I have absolutely no even non-expert insight on whether there should be a bailout of troubled financial institutions or not. I do know that George Bush is for it and Larry Kudlow offers "A Paulson-Cantor Plan Is a Win-Win for Taxpayers" (link), and both of those are very strong indicators that any bailout should be strongly opposed. There's a round-up of sites and others against the bailout here. However, considering that my eyes glazed over by the second paragraph of the penultimate link, I have no interest in getting up to speed. All I know is that people should be extremely wary of proposed solutions from the Bush administration and those who got us into this mess in the first place.

Comments

Jim Cramer is for it too.....He's wrong! I say No Amnesty for Wall Street or Illegal Aliens! I don't believe these THIEVES. They caused it and want to reap rewards for bad behavior. NO THANKS!!

If there's anything worse than an asshole it's a shrill asshole, and that pretty much describes Cramer. Not long ago Bush was saying he would not sign a housing bill that "rewarded speculators".

mary is right and eh is great,Bush will do as he is told to do, normal political ideals, rape the people and tell the raped ones it is for your good.

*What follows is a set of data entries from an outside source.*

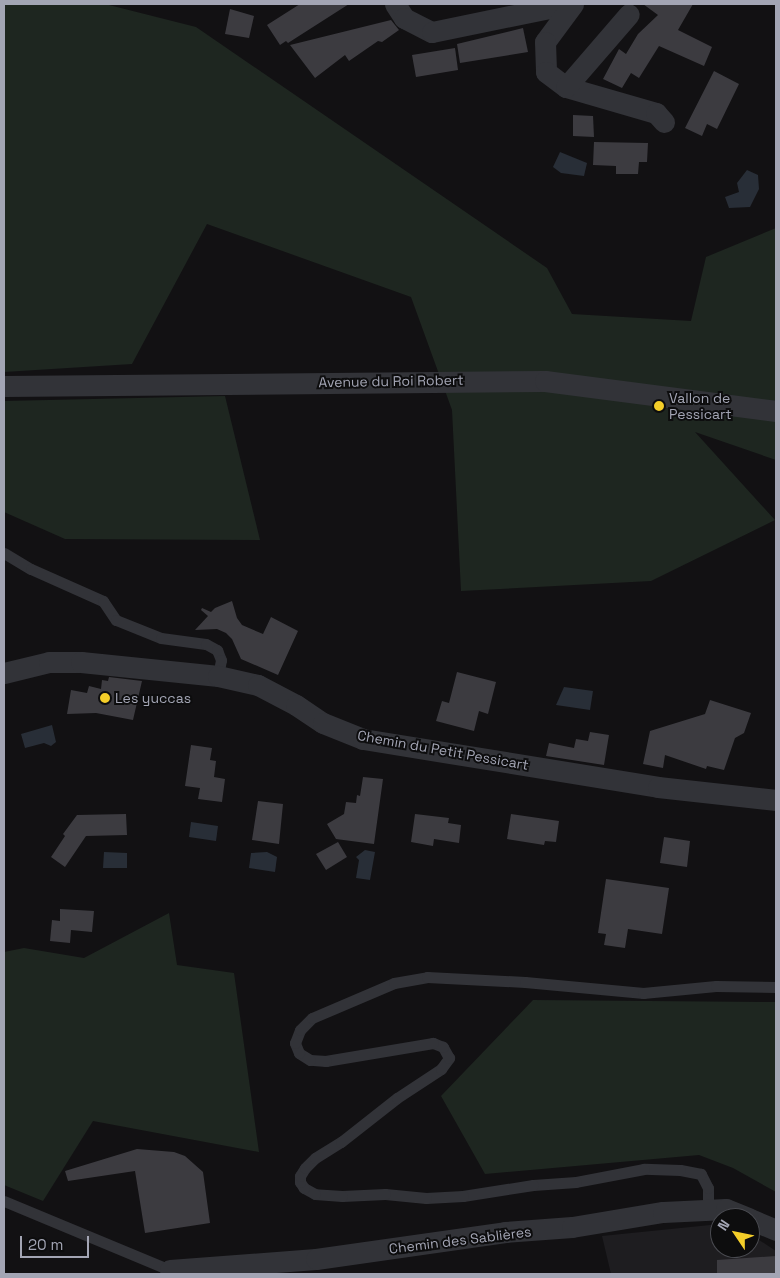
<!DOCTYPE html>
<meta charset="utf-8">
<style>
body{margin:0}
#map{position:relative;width:780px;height:1278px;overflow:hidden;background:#121113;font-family:"Space Grotesk",sans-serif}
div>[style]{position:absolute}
.built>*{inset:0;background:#1e1d20}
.green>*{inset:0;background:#1e2620}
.water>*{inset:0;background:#282e37}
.building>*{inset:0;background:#3c3b40}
.service>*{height:11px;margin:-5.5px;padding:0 5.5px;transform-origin:5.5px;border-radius:5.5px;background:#323338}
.minor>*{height:21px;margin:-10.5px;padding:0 10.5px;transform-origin:10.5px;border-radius:10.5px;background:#323338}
.dots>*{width:14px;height:14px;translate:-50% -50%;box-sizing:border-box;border:2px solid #0d0d0e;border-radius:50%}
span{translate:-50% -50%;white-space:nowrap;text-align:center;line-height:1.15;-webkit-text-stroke:4px #0d0d0e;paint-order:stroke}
.street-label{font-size:14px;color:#a3a5b4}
.poi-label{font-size:14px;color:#a3a5b4}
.left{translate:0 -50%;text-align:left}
.frame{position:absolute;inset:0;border:5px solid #a3a5b4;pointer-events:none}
.north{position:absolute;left:710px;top:1208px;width:50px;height:50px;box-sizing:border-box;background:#0d0d0e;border:1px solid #494a50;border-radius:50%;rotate:304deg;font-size:14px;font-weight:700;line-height:20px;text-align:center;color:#a3a5b4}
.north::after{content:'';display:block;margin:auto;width:18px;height:22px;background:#f4ce29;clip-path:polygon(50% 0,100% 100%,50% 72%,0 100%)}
.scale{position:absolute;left:20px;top:1236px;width:69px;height:22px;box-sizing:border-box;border:2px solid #a3a5b4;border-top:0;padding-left:6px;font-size:15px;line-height:18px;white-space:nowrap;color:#a3a5b4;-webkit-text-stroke:4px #0d0d0e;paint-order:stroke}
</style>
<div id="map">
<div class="built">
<i style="clip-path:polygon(720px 1224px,720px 1248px,750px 1248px,750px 1234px,776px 1251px,776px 1274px,611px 1274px,602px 1236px)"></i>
</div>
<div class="green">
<i style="clip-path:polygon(4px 4px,105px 4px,196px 27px,547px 268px,572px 314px,691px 321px,706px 257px,776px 228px,776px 460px,695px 432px,775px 520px,651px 581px,461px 591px,452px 410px,411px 297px,207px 224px,132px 364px,4px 372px)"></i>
<i style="clip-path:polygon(225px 396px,260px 540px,65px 539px,4px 512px,4px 401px)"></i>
<i style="clip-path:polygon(169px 913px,177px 965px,234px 973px,259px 1152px,93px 1121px,43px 1201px,4px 1185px,4px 952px,24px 948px,84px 958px)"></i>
<i style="clip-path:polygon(533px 1000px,776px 1002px,776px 1192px,733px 1168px,699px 1155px,485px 1174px,441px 1096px)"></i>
</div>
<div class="water">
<i style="clip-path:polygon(560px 152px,587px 163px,584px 176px,561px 173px,553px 167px)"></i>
<i style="clip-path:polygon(747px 170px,758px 175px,759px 189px,750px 207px,729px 208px,725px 197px,739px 192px,737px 183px)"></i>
<i style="clip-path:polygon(564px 687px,593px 691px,590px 710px,556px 705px)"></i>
<i style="clip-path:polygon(52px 725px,56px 742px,51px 746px,44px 743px,25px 748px,21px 734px)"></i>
<i style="clip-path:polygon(191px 822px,218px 826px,216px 841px,189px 837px)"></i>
<i style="clip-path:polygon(365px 850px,375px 852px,370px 880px,356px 878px,359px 860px,356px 857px)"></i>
<i style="clip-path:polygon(104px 852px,127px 853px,127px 868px,103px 868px)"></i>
<i style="clip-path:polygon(267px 852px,277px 857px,275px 872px,249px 868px,251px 853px)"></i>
</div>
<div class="building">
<i style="clip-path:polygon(300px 4px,349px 4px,288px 43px,286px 41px,280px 45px,267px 25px)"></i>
<i style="clip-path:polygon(643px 4px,693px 4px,678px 30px,712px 47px,704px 66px,659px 46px,639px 78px,631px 73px,622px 88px,603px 79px,619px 49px,626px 54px,638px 34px,658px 15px)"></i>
<i style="clip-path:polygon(230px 9px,254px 16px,249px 38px,225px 34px)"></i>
<i style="clip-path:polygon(391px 20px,399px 30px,382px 42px,378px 41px,349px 61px,345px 55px,315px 78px,290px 45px)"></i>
<i style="clip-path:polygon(523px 28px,528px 52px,460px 63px,457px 44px)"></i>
<i style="clip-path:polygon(455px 48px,458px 70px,416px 77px,412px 55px)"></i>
<i style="clip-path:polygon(714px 71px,739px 84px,717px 129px,707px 124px,702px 136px,685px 128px)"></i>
<i style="clip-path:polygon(573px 115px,593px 116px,594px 137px,573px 136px)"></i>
<i style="clip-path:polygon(594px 142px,648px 143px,647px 162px,639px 162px,638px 174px,616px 174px,616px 166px,593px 165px)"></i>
<i style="clip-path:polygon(232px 601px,237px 618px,242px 625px,263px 634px,271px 617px,298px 631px,278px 675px,241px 659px,232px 639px,226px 633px,217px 629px,195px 630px,208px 616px,201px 610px,202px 608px,211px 612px,215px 608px)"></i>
<i style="clip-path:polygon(457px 672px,496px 682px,488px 714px,479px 711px,474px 731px,436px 721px,442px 701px,449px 703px)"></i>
<i style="clip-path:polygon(109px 677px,142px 681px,133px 720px,96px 713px,67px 714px,71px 690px,87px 693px,89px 686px,101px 689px,102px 680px,108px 681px)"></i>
<i style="clip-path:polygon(710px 700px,751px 713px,744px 733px,735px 738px,724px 770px,707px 766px,706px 769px,665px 755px,663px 768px,643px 764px,650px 731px,705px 714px)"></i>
<i style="clip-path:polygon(590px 732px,609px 735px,604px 765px,546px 756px,549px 743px,574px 748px,576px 739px,588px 741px)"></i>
<i style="clip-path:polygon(191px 745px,212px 748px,210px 760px,216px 761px,214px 777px,225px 779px,222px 802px,198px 799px,200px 788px,185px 786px)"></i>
<i style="clip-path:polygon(363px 777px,383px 779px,374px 844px,336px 839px,327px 824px,344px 814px,346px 802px,356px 803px,357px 795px,360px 796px)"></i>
<i style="clip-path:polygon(258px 801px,283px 804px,279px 844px,252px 840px)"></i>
<i style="clip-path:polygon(126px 814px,127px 835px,86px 836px,65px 867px,51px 857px,65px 836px,63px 834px,77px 815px)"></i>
<i style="clip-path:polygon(415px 814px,449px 818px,448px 823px,461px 825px,459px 843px,434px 839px,433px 846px,411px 842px)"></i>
<i style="clip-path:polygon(511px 814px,559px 821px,556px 842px,545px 841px,544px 845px,507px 839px)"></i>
<i style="clip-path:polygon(664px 837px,690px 841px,687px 867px,660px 863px)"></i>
<i style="clip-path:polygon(338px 842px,347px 857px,326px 870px,316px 854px)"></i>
<i style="clip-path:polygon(606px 879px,669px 888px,662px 934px,628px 929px,625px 948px,604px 945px,606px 934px,598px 933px)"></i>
<i style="clip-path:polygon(60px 909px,94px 911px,92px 932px,71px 930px,70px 943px,50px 941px,52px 920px,60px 921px)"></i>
<i style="clip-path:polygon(137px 1149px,174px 1152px,185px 1156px,203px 1172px,210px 1223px,145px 1233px,135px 1171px,68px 1181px,65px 1171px)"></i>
<i style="clip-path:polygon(776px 1256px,776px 1274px,717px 1274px,717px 1260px)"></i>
</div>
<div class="service">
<i style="left:4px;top:553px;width:31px;rotate:31deg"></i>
<i style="left:31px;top:569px;width:79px;rotate:24deg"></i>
<i style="left:103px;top:601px;width:23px;rotate:56deg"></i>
<i style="left:116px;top:620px;width:48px;rotate:21.8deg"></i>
<i style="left:161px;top:638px;width:45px;rotate:7.6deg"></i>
<i style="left:206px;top:644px;width:13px;rotate:29deg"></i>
<i style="left:217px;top:650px;width:11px;rotate:68deg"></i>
<i style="left:221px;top:660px;width:16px;rotate:101deg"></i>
<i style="left:4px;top:1201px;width:180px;rotate:22.6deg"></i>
<i style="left:708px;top:1210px;width:22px;rotate:-90deg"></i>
<i style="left:708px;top:1188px;width:16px;rotate:-117deg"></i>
<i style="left:701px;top:1174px;width:21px;rotate:-169deg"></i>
<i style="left:680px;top:1170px;width:36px;rotate:-178deg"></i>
<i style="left:644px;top:1169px;width:69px;rotate:169.2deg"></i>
<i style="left:576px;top:1182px;width:43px;rotate:176deg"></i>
<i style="left:533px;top:1185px;width:71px;rotate:171.1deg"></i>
<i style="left:463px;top:1196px;width:37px;rotate:177deg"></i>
<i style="left:426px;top:1198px;width:41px;rotate:-174.4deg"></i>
<i style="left:385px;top:1194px;width:43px;rotate:177.3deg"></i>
<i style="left:342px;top:1196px;width:27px;rotate:-176deg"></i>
<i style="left:315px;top:1194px;width:13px;rotate:-151deg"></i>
<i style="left:304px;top:1188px;width:7px;rotate:-124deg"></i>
<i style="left:300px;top:1182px;width:6px;rotate:-90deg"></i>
<i style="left:300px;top:1176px;width:9px;rotate:-58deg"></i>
<i style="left:305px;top:1168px;width:14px;rotate:-45deg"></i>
<i style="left:315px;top:1158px;width:31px;rotate:-32deg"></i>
<i style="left:341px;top:1142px;width:71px;rotate:-38.2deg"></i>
<i style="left:397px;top:1098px;width:53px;rotate:-33.4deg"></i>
<i style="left:441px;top:1069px;width:14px;rotate:-54deg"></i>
<i style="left:449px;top:1058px;width:13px;rotate:-119deg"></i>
<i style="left:443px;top:1047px;width:11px;rotate:-158deg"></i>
<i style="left:433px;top:1043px;width:109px;rotate:170.5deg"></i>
<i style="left:326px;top:1061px;width:16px;rotate:-176deg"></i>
<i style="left:310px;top:1060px;width:13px;rotate:-148deg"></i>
<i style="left:299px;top:1053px;width:11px;rotate:-112deg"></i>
<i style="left:295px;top:1043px;width:14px;rotate:-69deg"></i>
<i style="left:300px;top:1030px;width:17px;rotate:-45deg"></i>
<i style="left:312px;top:1018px;width:89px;rotate:-23.1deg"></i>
<i style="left:394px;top:983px;width:34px;rotate:-10deg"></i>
<i style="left:427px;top:977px;width:98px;rotate:2.9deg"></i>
<i style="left:525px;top:982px;width:119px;rotate:5.3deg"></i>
<i style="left:643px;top:993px;width:73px;rotate:-5.5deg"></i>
<i style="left:716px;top:986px;width:60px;rotate:1deg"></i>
</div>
<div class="minor">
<i style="left:395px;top:4px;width:17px;rotate:57deg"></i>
<i style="left:404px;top:18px;width:31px;rotate:27deg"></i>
<i style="left:432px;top:32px;width:140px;rotate:-11.6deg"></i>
<i style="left:573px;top:4px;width:47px;rotate:126.4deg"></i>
<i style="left:545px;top:42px;width:30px;rotate:88deg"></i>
<i style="left:546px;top:72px;width:25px;rotate:37deg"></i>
<i style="left:566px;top:87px;width:94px;rotate:16.1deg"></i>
<i style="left:656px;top:113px;width:12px;rotate:48deg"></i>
<i style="left:566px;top:87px;width:96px;rotate:-49.2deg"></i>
<i style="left:4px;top:386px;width:541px;rotate:-0.53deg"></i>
<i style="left:545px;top:381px;width:233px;rotate:7.4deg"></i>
<i style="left:4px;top:673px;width:46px;rotate:-13.7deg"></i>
<i style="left:49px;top:662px;width:32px"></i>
<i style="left:81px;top:662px;width:138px;rotate:5.8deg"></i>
<i style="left:218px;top:676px;width:41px;rotate:12.7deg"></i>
<i style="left:258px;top:685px;width:43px;rotate:27.8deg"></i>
<i style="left:296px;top:705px;width:32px;rotate:34deg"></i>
<i style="left:323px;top:723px;width:43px;rotate:21.8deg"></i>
<i style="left:363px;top:739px;width:299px;rotate:9.2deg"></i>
<i style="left:658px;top:787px;width:119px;rotate:6.3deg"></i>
<i style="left:750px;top:1219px;width:28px;rotate:23deg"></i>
<i style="left:170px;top:1270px;width:146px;rotate:-4.3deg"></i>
<i style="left:316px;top:1259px;width:191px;rotate:-8.1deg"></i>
<i style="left:505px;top:1232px;width:67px;rotate:-4.3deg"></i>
<i style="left:572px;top:1227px;width:92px;rotate:-9.4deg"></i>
<i style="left:663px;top:1212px;width:63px;rotate:-2.7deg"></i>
<i style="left:726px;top:1209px;width:24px;rotate:22deg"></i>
</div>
<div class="dots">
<i style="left:659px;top:406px;background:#f4ce29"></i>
<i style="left:105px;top:698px;background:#f4ce29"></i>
</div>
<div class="street-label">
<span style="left:391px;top:381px;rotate:-1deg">Avenue du Roi Robert</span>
<span style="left:443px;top:750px;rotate:10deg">Chemin du Petit Pessicart</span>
<span style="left:460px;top:1240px;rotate:-7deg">Chemin des Sablières</span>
</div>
<div class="poi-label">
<span class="left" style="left:669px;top:406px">Vallon de<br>Pessicart</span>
<span class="left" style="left:115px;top:698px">Les yuccas</span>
</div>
<div class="frame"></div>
<div class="north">N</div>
<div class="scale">20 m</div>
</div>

Don't buy guns but a tank! or maybe AAA Gun.

Of course there shouldn't be a bail out, it goes against all economic logic and common sense that the state can avoid a "possible depression" or "economic calamity" or "economic meltdown" with a giant bond issue. WHy did our silly great grand parents suffer for 10 years in the depression then turn to world war when they simply could have issued some bonds? (they had bonds in 1929) And the Soviet and Argentine economic collapse could have been avoided too. Why didn't we think of this 80 years ago, the roaring 20s could have lasted forever? Business cycles occur for a reason, whenever things get ut of balance (like loaning large sums of cash to people that can't pay it back) there has to be collapses to force changes in behavior. We won't get any change in behavior with this bailout, in fact this spending will likely exacerbate the problem, prolong it & expand it.

To those who write editorials a la 'Now is not the time to enact revenge', how about a condition that for any firm receiving a bailout its top executives must pay to the Treasury all compensation, in all forms, received during the period the company was engaging in the activity which caused its failure? Basically, declaring assets like in a bankruptcy, and if it's later found that they were hiding assets, imprisonment. Why should people who knew the party would end badly get to keep all the party favors? Every ill-gotten gain available must be returned or no bailout.